Executive Summary
  • There are extremely few discrimination cases within the field of the anti-discrimination law. These are handled by the Greek Ombudsman, which seems to be the only fully operative Equality Body in Greece.
  • There is no official case of racist violence and crime, although violence against immigrants and minorities, in many cases done by the police officers, is a reality.
  • The above depict a landscape of a problematic implementation of anti-racist and anti-discrimination laws, due to institutional shortcomings and underlying attitudes.
  • Nevertheless, a number of innovative legislative initiatives in 2006, especially in regard to religious freedom, have reformed deeply rooted discrimination practices (abolition of the pre-Second World War law on approval procedures for worship places, the new law on cremation, establishment of the immigrants¡¦ councils in some municipalities)
  • There is no data available on the litigation cases before the court in discrimination matters and on the basis of the anti-discrimination law.
  • The Equal Treatment Committee, annexed to the Justice Minister, is suffering from resource and staff constraints and is not conforming to the Paris principles of independence and transparency. Up to date it has handled only one case in 2005 - the final outcome of which has not been notified - and it is currently handling two cases.
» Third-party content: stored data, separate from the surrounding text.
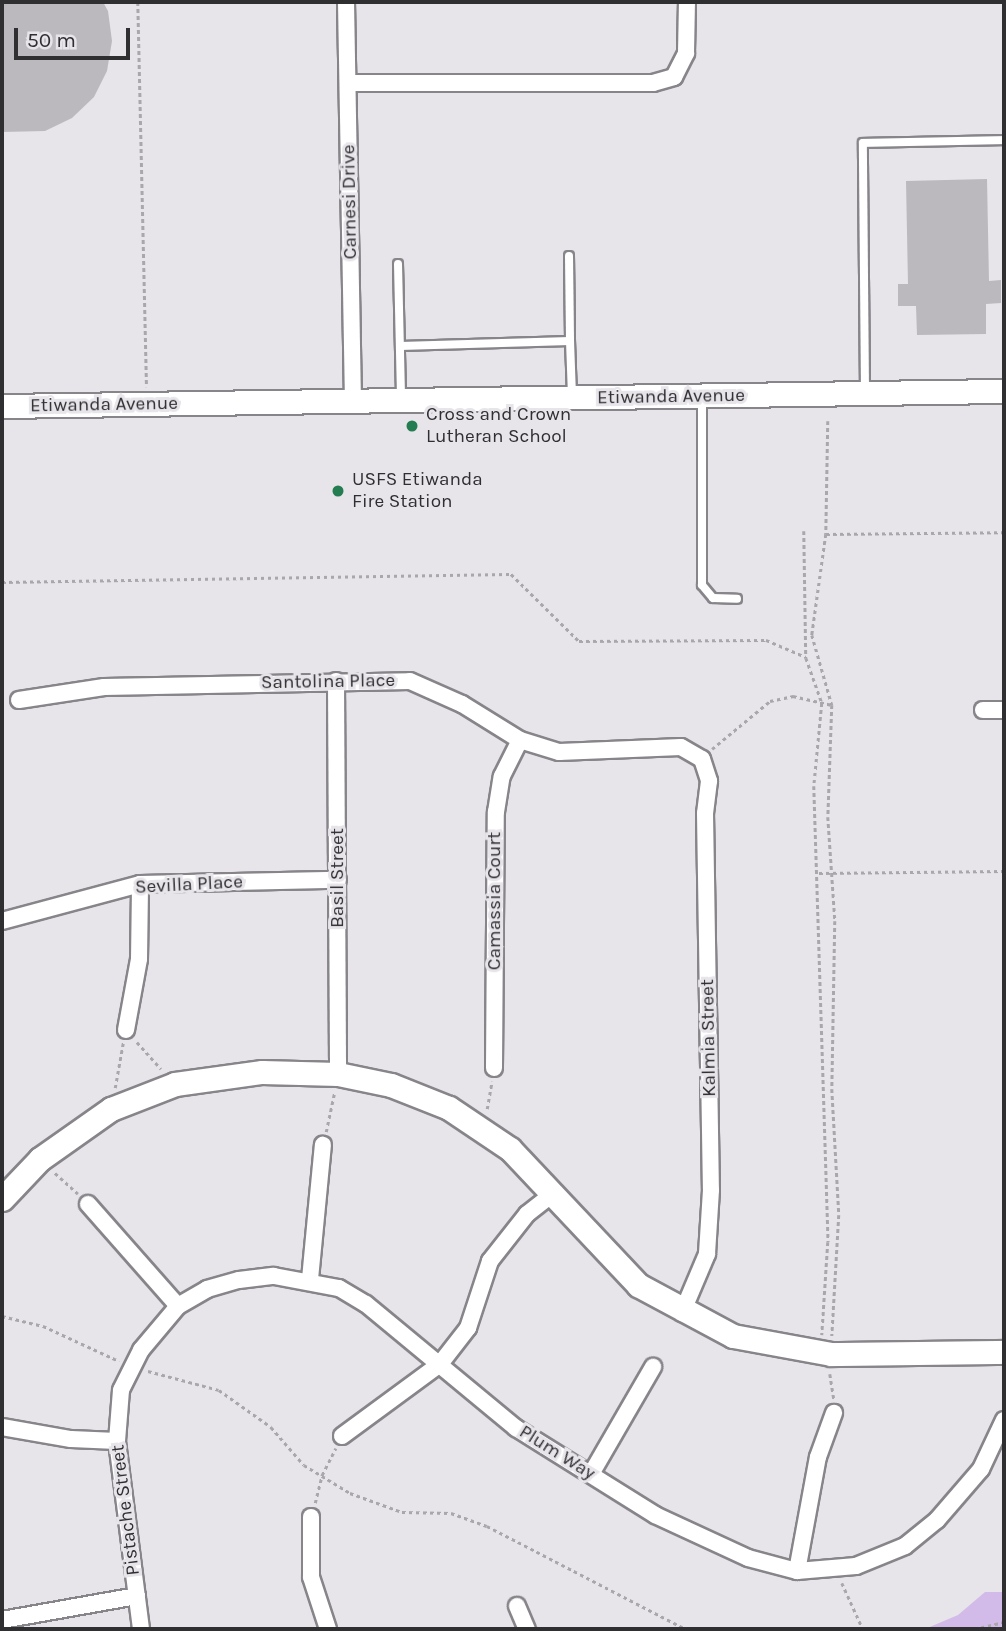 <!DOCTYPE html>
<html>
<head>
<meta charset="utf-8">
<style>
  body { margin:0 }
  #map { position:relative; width:1006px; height:1631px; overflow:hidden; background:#e7e4ea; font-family:Karla,sans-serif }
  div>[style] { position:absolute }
  .green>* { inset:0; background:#d2bbe9 }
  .building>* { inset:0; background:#bbb9be }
  .path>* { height:2.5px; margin-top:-1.25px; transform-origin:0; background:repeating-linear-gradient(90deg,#a9a7ab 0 3.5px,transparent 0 7px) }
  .roads { filter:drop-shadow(2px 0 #87848a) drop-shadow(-2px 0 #87848a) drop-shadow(0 2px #87848a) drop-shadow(0 -2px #87848a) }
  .lane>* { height:8px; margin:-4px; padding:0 4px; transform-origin:4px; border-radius:4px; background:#fff }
  .street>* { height:16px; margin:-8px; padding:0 8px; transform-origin:8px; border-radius:8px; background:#fff }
  .secondary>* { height:23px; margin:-11.5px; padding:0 11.5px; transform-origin:11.5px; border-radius:11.5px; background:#fff }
  .dots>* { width:19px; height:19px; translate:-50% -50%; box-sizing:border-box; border:4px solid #e7e4ea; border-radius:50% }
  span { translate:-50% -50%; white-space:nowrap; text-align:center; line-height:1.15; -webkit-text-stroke:6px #e7e4ea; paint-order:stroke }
  .street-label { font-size:19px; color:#2f2e30 }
  .poi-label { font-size:19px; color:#2f2e30 }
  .left { translate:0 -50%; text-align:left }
  .frame { position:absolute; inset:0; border:4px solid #2f2e30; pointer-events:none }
  .scale { position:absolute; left:14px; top:28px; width:116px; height:32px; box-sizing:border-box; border:4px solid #2f2e30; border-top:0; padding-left:9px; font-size:21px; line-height:24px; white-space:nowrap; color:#2f2e30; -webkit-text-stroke:5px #e7e4ea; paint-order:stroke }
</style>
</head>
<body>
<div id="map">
  <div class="green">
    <i style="clip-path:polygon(985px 1592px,1004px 1592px,1004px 1629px,925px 1629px,958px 1615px)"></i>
  </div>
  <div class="building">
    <i style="clip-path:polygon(2px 2px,103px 2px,108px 11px,112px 41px,107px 71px,94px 97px,72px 118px,45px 131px,2px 132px)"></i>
    <i style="clip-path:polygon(987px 179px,989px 281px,1001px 280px,1001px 303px,986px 304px,986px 334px,917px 335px,916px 306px,898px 306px,898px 284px,908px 284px,906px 181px)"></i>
  </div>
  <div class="path">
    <i style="left:138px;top:2px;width:385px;rotate:88.7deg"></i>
    <i style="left:828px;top:421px;width:113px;rotate:91deg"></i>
    <i style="left:826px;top:534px;width:102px;rotate:97.9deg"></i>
    <i style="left:812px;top:635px;width:73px;rotate:74.1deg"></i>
    <i style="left:832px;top:705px;width:112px;rotate:92deg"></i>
    <i style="left:828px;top:817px;width:104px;rotate:86.1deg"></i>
    <i style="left:835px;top:921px;width:168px;rotate:91deg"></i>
    <i style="left:832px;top:1089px;width:126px;rotate:86.8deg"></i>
    <i style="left:839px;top:1215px;width:121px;rotate:93.3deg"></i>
    <i style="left:804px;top:531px;width:127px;rotate:89.1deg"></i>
    <i style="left:806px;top:658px;width:48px;rotate:70.4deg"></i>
    <i style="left:822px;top:703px;width:83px;rotate:95.5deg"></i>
    <i style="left:814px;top:786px;width:456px;rotate:88.2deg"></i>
    <i style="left:828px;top:1242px;width:93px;rotate:93.7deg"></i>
    <i style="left:826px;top:534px;width:178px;rotate:-0.6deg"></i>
    <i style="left:2px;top:582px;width:509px;rotate:-0.9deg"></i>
    <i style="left:511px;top:574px;width:95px;rotate:44.6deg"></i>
    <i style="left:579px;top:641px;width:187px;rotate:-0.3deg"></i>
    <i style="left:766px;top:640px;width:43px;rotate:23deg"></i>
    <i style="left:712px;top:749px;width:75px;rotate:-39.6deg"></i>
    <i style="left:770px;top:701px;width:24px;rotate:-12deg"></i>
    <i style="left:793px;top:696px;width:40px;rotate:13deg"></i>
    <i style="left:819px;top:873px;width:185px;rotate:-0.6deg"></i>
    <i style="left:137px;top:1042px;width:36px;rotate:48deg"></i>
    <i style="left:115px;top:1088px;width:46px;rotate:-79.9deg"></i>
    <i style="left:487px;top:1109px;width:28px;rotate:-80deg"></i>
    <i style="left:326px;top:1132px;width:39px;rotate:-78deg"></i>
    <i style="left:55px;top:1173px;width:31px;rotate:42deg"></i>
    <i style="left:2px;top:1316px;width:42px;rotate:13.7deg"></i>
    <i style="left:43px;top:1326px;width:84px;rotate:24.7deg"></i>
    <i style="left:148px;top:1371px;width:73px;rotate:15deg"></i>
    <i style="left:219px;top:1390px;width:64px;rotate:35.4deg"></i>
    <i style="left:271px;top:1427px;width:50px;rotate:49deg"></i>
    <i style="left:304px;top:1465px;width:54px;rotate:31.3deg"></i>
    <i style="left:350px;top:1493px;width:55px;rotate:20.1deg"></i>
    <i style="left:402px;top:1512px;width:49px;rotate:1.2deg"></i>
    <i style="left:451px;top:1513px;width:38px;rotate:20deg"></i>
    <i style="left:487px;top:1526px;width:224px;rotate:27.4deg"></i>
    <i style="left:830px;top:1374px;width:25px;rotate:81deg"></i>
    <i style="left:315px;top:1503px;width:29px;rotate:-76deg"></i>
    <i style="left:322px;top:1475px;width:30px;rotate:-63deg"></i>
    <i style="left:842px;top:1583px;width:51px;rotate:65.5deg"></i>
    <i style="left:974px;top:1629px;width:31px;rotate:-13deg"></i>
  </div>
  <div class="roads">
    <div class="lane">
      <i style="left:569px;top:256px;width:85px;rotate:89.3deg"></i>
      <i style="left:398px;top:264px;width:134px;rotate:88.7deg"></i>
      <i style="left:400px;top:346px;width:170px;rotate:-1.7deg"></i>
      <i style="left:570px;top:341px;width:54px;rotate:87.9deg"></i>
      <i style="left:865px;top:391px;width:248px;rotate:-90.5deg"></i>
      <i style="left:863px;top:143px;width:141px;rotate:-1.2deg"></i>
      <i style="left:702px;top:399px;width:186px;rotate:90deg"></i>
      <i style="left:702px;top:585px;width:17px;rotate:50deg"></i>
      <i style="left:713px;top:598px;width:24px;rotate:2deg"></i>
    </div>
    <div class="street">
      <i style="left:346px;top:2px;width:400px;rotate:89deg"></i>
      <i style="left:348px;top:83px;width:305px"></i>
      <i style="left:653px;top:83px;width:22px;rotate:-16deg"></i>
      <i style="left:674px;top:77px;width:27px;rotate:-63deg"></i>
      <i style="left:686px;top:53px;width:51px;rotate:-88.9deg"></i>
      <i style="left:336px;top:681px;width:393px;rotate:89.7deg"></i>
      <i style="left:19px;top:700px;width:86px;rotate:-8.7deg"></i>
      <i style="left:104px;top:687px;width:306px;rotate:-1.1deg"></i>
      <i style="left:410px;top:681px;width:57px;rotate:23.9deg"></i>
      <i style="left:462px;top:704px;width:68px;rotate:31.8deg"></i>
      <i style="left:520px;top:740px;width:41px;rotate:17.1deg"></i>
      <i style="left:559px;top:752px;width:122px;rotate:-2.3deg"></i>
      <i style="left:681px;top:747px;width:24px;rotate:30deg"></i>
      <i style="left:702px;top:759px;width:23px;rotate:72deg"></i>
      <i style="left:709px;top:781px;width:32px;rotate:97deg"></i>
      <i style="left:705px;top:813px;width:377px;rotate:89.1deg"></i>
      <i style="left:711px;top:1190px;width:64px;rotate:93.6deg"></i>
      <i style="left:707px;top:1254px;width:64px;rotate:113deg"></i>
      <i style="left:983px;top:710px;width:21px"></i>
      <i style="left:2px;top:921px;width:143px;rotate:-15deg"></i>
      <i style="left:140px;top:884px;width:198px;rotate:-1.2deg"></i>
      <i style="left:126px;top:1030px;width:72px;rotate:-79.6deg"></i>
      <i style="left:139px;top:959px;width:75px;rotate:-89.2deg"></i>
      <i style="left:494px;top:1068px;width:256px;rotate:-89.6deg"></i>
      <i style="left:496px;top:812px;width:36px;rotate:-81deg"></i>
      <i style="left:502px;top:776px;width:40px;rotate:-63.4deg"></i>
      <i style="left:88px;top:1204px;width:136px;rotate:48.6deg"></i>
      <i style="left:310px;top:1279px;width:135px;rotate:-84.5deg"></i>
      <i style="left:2px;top:1427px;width:70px;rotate:9.9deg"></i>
      <i style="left:71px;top:1439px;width:46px;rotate:2.5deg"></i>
      <i style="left:342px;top:1436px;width:122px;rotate:-36.3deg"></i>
      <i style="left:440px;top:1364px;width:46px;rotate:-52.1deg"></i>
      <i style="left:468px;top:1328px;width:71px;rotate:-71.8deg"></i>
      <i style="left:490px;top:1261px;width:60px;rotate:-51.8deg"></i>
      <i style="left:527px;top:1214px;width:34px;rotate:-38deg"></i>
      <i style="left:591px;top:1474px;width:124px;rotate:-59.9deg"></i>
      <i style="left:311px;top:1517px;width:60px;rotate:90deg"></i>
      <i style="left:311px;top:1577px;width:55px;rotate:71.9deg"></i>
      <i style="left:797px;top:1571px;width:116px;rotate:-79.6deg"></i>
      <i style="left:818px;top:1457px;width:47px;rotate:-70deg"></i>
      <i style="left:517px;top:1606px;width:25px;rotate:67deg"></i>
      <i style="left:2px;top:1620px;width:137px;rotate:-10.1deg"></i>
      <i style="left:141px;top:1629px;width:190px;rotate:-97.3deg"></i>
      <i style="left:117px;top:1441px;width:51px;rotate:-85.5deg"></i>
      <i style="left:121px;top:1390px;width:45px;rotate:-63.4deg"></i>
      <i style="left:141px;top:1350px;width:57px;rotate:-49.9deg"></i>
      <i style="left:178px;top:1306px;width:34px;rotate:-30deg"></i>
      <i style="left:207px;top:1289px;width:33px;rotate:-16deg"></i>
      <i style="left:239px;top:1280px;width:35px;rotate:-7deg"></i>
      <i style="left:274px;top:1276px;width:66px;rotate:10.5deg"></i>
      <i style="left:339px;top:1288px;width:31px;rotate:31deg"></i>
      <i style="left:366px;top:1304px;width:195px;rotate:39.6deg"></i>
      <i style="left:516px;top:1428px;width:164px;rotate:32deg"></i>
      <i style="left:655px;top:1515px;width:102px;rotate:24.8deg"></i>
      <i style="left:748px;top:1558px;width:51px;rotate:14.9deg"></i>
      <i style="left:797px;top:1571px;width:59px;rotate:-4.8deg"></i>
      <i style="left:856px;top:1566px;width:53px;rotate:-22.2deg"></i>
      <i style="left:905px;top:1546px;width:41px;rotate:-39.1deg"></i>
      <i style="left:937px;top:1520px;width:67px;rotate:-49.2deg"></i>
      <i style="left:981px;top:1469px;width:54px;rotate:-64.9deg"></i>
    </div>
    <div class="secondary">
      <i style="left:2px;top:406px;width:1002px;rotate:-0.86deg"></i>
      <i style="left:2px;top:1199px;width:55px;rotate:-46.5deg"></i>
      <i style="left:40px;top:1159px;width:87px;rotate:-35.2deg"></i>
      <i style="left:111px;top:1109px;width:69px;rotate:-21.3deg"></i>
      <i style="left:175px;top:1084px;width:88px;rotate:-7.9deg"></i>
      <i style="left:262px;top:1072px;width:76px;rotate:1.5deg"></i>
      <i style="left:338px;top:1074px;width:54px;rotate:11.7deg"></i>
      <i style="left:391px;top:1085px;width:62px;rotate:21.6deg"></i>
      <i style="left:449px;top:1108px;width:73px;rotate:33.9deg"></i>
      <i style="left:510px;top:1149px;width:187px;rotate:46.7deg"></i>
      <i style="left:638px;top:1285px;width:108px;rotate:28.2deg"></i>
      <i style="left:733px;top:1336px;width:100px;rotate:10.4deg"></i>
      <i style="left:831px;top:1354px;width:173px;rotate:-0.7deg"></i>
    </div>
  </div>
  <div class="dots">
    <i style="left:412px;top:426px;background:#247c51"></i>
    <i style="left:338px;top:491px;background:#247c51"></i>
  </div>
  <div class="street-label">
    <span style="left:350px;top:202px;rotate:-91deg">Carnesi Drive</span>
    <span style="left:671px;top:397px;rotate:-1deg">Etiwanda Avenue</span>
    <span style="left:104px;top:405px;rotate:-1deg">Etiwanda Avenue</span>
    <span style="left:328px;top:682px;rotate:-1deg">Santolina Place</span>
    <span style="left:338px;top:878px;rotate:-90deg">Basil Street</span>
    <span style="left:189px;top:885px;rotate:-3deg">Sevilla Place</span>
    <span style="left:495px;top:901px;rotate:-90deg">Camassia Court</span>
    <span style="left:709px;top:1038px;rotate:-91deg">Kalmia Street</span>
    <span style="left:557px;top:1453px;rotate:32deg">Plum Way</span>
    <span style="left:126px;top:1510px;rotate:-97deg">Pistache Street</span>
  </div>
  <div class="poi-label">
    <span class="left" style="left:426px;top:426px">Cross and Crown<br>Lutheran School</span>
    <span class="left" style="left:352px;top:491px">USFS Etiwanda<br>Fire Station</span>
  </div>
  <div class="frame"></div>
  <div class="scale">50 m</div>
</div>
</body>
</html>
Its first report to the competent Justice Minister has not been made publicly available.
  • The Labour Inspection Body, responsible for discrimination in employment, up to date has not encountered nor handled any case whatsoever.
  • The Greek Ombudsman, in its first Annual Report as Equality Body, indicates the following among the main factors underlying the present situation:
    a) Absence or low level of awareness among the large public and within the administration staff about anti-discrimination legislation
    b) Reconciliatory role of equality bodies instead of an active and pro-active one in supporting victims, as well as the non conformity of all the Equality Bodies to the Paris Principles.
    c) The shift of the burden of proof is implemented solely by repetition of the exact wording of the directives, failing to introduce any new legal and judicial procedures for individual cases
d) The ‘citizenship exception’ - the general clause for exception from the regulatory field of law n.3304/2005 concerning discrimination due to citizenship against the third country nationals - constitutes a precondition for extensive discrimination against foreigners due to race or national origins. Access to provision of public services and to a number of fields of employment continues to be tied to Greek citizenship and ethnic origin.
  • During 2006 the exclusion of immigrant workers from employment fields, and the slow and not-yet fully implemented transposition of the long term residence status directive, reflect an immigration policy that fails to pursue integration through employment as the Common basic Principles for Immigrants’ Integration suggest.
  • The Economic and Social Committee, in its Annual Report overview, recommended that a Committee should be founded in order to examine and advocate the amendment of all existing law provisions in force that introduce discrimination on the grounds of ethnic origin and citizenship, and that all Equality Body competences should be assigned to the Ombudsman, the latter being the only body capable of guaranteeing independence and efficiency of operation.
  • As for education, 2006 is a starting year for a number of new EU-funded major school integration projects, which propose to design from scratch policy and tools for promoting integration of immigrants and minorities in education. The Roma children participation remains a major question to be dealt with by affronting systematically the Roma social exclusion in housing, social welfare and political participation.
  • Almost half of the few discrimination cases handled by the Ombudsman were due to racial or ethnic origin, in their majority concerning Roma housing. The latter constitutes an emergency area of ‘institutionalised practices of discrimination’1, within which much tension, court litigations and intervention of international bodies were recorded.
  •  The anti-racist criminal law has still not been tested in court and no racist crime has been recorded as such by the police and the judicial system. Yet certain recent significant initiatives indicate a net orientation towards improving the investigation of racist motivation and prosecuting such criminal activity.
  • However, the available data on violent incidents against immigrants (including two murders) and minorities indicate a consolidated or increasing trend, while opinion polls and surveys indicate a justifying or tolerant attitude towards racist crime.